An der Abbildung erkennt man außerdem, warum in der Regel ein Teilungsverhältnis von {\displaystyle t_{0}={\frac {1}{2}}} verwendet wird. Da in diesem Beispiel ein Teilungsverhältnis kleiner ½ verwendet wurde, teilt sich die Kurve C(t) in einem ungleichen Verhältnis in eine kurze Kurve {\displaystyle C_{1}(t)} und eine lange Kurve {\displaystyle C_{2}(t)} auf. Der kürzere Teil ist viel besser an sein Kontrollpolygon angenähert als der längere. Möchte man (bei ungefähr gleich langen Strecken des Ausgangskontrollpolygons) eine gleichmäßige Näherung erreichen, eignet sich dazu das Teilungsverhältnis {\displaystyle t_{0}={\frac {1}{2}}}.

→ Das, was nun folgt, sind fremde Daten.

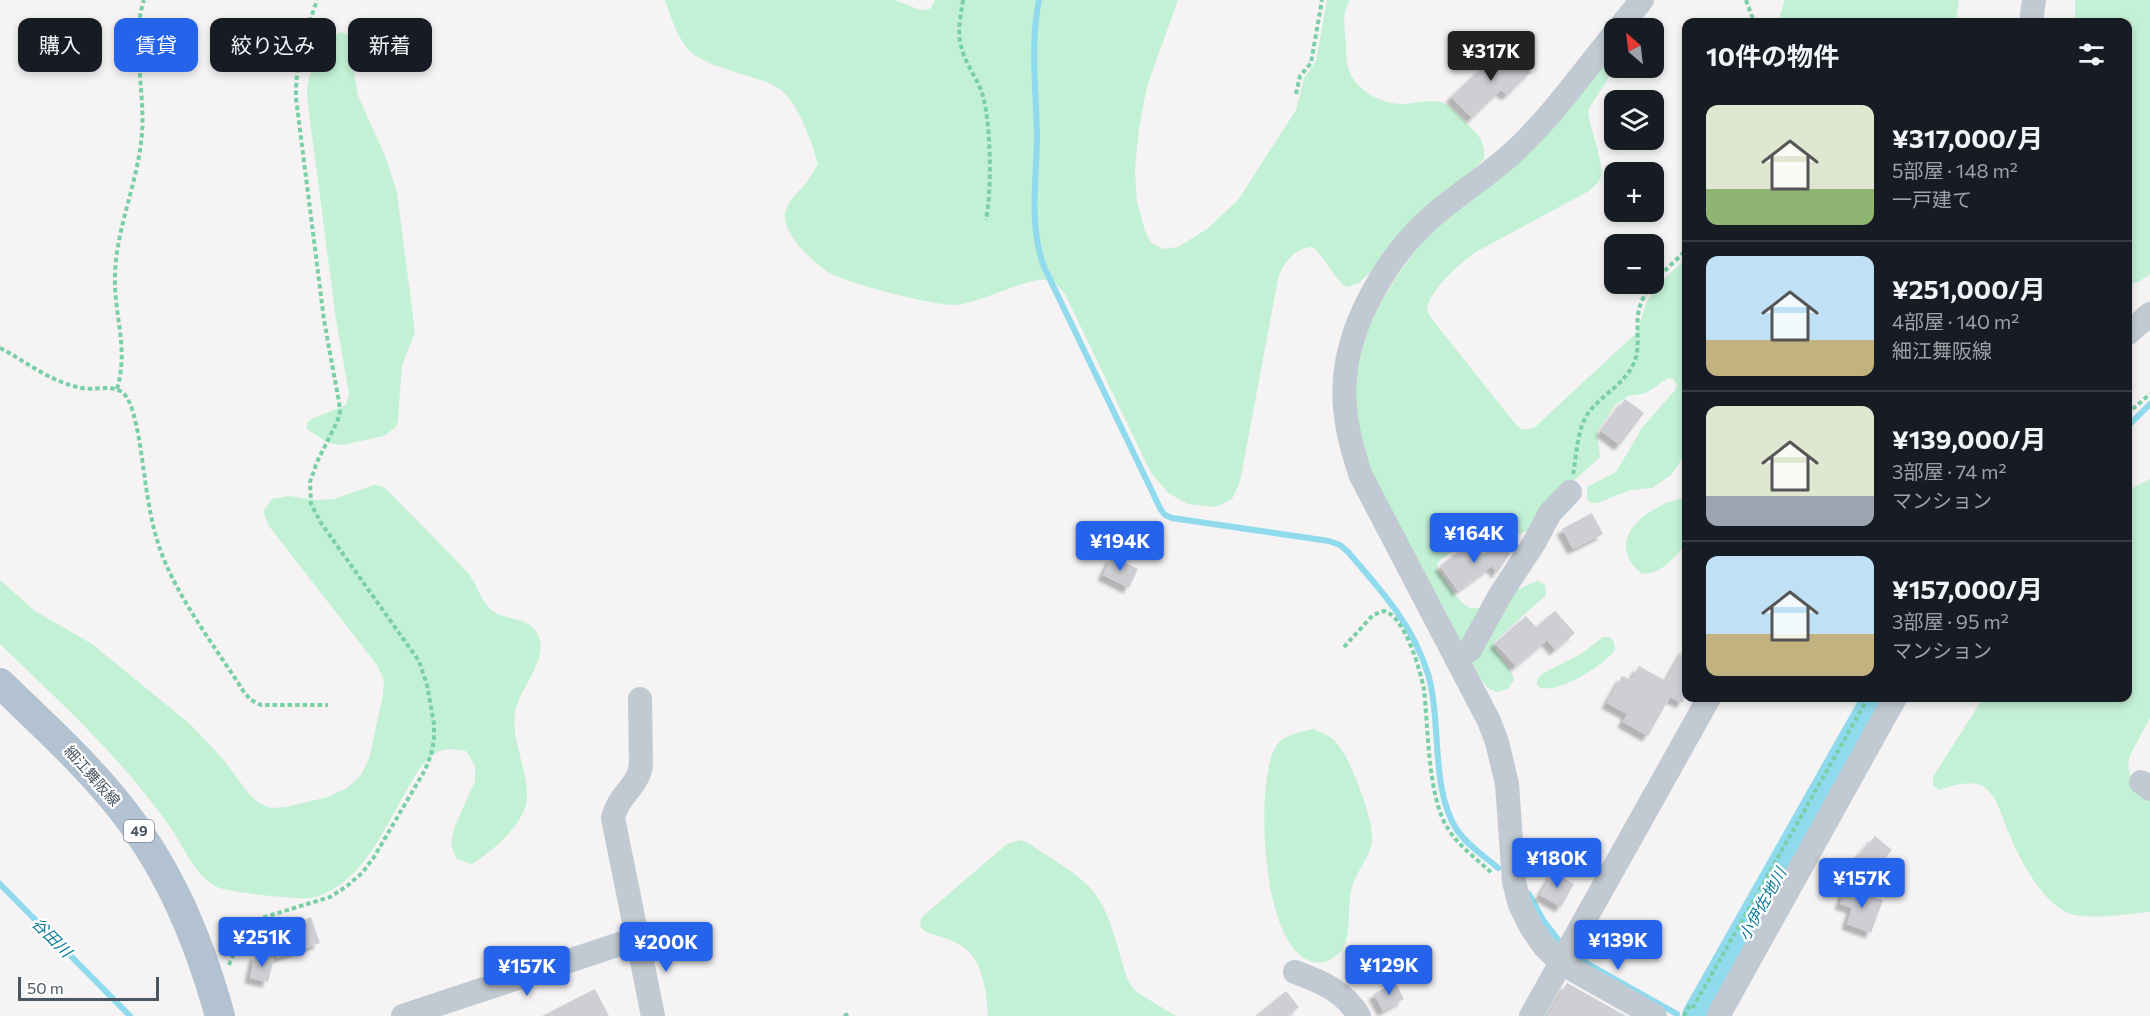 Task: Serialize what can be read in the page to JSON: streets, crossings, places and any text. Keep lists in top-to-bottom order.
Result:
{
  "streets": {
    "main road": ["細江舞阪線", "49"]
  },
  "water": ["小伊佐地川", "谷田川"],
  "scale_bar": "50 m",
  "north": "top left",
  "page": {
    "map_buttons": ["+", "−"],
    "chip": [
      "購入",
      "賃貸",
      "絞り込み",
      "新着"
    ],
    "heading": "10件の物件",
    "price": [
      "¥317K",
      "¥164K",
      "¥194K",
      "¥180K",
      "¥157K",
      "¥251K",
      "¥139K",
      "¥200K",
      "¥129K",
      "¥157K"
    ],
    "list": [
      {
        "name": "¥317,000/月",
        "note": "5部屋 · 148 m² · 一戸建て"
      },
      {
        "name": "¥251,000/月",
        "note": "4部屋 · 140 m² · 細江舞阪線"
      },
      {
        "name": "¥139,000/月",
        "note": "3部屋 · 74 m² · マンション"
      },
      {
        "name": "¥157,000/月",
        "note": "3部屋 · 95 m² · マンション"
      }
    ],
    "scale": "50 m"
  }
}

Die Unterteilung der Kurven wird so lange fortgesetzt, bis sie hinreichend genau durch ihre Kontrollpolygone angenähert sind.

Pseudocode

Zu Beginn liegen die Punkte des Kontrollpolygons in einem Feld {\displaystyle P_{i},\ i=0\ldots n} vor. Bei gegebenem Parameter t_{0} wird der Punkt {\displaystyle C(t_{0})} folgendermaßen berechnet:

BEGIN
    FOR i:=0..n
        {\displaystyle P_{i}^{(0)}:=P_{i}}

    FOR j:=1..n
        FOR i:=0..(n-j)
            // Unterteilung mit Faktor t
            {\displaystyle P_{i}^{(j)}=(1-t_{0})\cdot P_{i}^{(j-1)}+t_{0}\cdot P_{i+1}^{(j-1)}} 

    RETURN {\displaystyle P_{0}^{(n)}}
END

Der obige Algorithmus ist insoweit unvollständig, dass nur der Punkt {\displaystyle C(t_{0})} bestimmt, aber keine fortgesetzte Unterteilung von C(t) durchgeführt wird. Der Algorithmus ist nicht speichereffizient, da für alle {\displaystyle P_{i}^{(j)}} neue Speicherplätze belegt werden.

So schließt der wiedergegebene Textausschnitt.